To evaluate the performance of the agent, a sample dataset of potential user inputs and agent outputs was produced. A description of each input can be found in Table 7. Random sampling was used to produce baseline recommendations. These were used in a survey which 30 whisky enthusiasts completed. They were asked to rate each recommendation on the basis of the corresponding input. While the agent recommends 10 whiskies by default, only 3 recommendations were given from the baseline and agent to avoid making the survey too cumbersome.

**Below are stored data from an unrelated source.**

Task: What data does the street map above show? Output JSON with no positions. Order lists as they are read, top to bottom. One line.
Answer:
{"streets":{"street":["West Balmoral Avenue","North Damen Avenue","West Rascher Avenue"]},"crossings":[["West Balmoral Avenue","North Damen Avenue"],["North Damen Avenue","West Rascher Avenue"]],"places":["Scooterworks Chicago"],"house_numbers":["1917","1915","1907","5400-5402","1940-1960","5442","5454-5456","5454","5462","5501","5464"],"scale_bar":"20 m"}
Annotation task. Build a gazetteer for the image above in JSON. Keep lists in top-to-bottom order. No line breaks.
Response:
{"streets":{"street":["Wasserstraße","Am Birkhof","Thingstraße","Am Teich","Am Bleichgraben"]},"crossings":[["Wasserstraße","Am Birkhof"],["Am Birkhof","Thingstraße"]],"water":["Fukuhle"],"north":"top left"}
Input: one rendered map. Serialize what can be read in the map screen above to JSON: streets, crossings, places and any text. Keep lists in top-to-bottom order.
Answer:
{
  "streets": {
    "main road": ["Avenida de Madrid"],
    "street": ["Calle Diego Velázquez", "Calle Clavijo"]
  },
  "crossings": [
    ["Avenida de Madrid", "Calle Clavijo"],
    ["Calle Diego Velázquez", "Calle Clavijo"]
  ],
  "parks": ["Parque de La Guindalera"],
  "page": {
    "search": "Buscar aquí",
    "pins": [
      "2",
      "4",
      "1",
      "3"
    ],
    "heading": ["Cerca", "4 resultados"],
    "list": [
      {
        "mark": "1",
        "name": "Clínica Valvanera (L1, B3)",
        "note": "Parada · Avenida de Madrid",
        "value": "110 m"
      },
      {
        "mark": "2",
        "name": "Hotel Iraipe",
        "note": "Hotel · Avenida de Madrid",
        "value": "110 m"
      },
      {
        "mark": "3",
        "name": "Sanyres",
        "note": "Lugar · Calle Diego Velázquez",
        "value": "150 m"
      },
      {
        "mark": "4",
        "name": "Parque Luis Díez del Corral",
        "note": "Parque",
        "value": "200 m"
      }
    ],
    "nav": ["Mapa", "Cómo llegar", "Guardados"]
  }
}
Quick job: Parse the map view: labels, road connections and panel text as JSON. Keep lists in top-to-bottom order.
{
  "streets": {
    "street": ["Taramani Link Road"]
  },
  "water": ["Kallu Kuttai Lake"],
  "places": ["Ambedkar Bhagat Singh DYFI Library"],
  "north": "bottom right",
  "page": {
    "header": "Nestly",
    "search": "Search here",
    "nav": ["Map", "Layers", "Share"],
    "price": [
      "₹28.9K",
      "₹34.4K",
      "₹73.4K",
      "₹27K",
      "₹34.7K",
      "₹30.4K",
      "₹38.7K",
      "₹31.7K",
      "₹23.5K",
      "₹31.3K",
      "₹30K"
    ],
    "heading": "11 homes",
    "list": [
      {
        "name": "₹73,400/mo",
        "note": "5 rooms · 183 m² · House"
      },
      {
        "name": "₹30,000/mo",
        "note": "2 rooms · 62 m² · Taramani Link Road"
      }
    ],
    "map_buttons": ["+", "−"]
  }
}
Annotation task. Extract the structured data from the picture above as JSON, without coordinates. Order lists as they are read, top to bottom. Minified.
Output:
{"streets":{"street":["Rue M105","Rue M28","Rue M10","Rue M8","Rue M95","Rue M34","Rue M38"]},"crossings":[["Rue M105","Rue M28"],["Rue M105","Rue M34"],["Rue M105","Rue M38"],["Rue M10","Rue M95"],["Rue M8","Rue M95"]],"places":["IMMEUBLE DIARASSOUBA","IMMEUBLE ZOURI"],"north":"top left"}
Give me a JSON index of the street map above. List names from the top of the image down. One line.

Table 7: Description of inputs in evaluation dataset.

Input Reference

Rationale



ATN1

Replicating a user who has tried and developed tastes for a variety of whiskies available at supermarkets, but hasn’t tried much beyond.

ATN2

Replicating a significant partiality towards heavily peated whiskies.

ATN3

Replicating an enjoyment of both peated and sherried whiskies.

ATN4

A user with niche and specific whisky tastes.

GC

Producing recommendations based on general inputs without considering specific tasting notes.

DD1

Dream Dram recommendation from a very peat heavy input.

DD2

Dream Dram recommendation describing a very oily and fruity whisky.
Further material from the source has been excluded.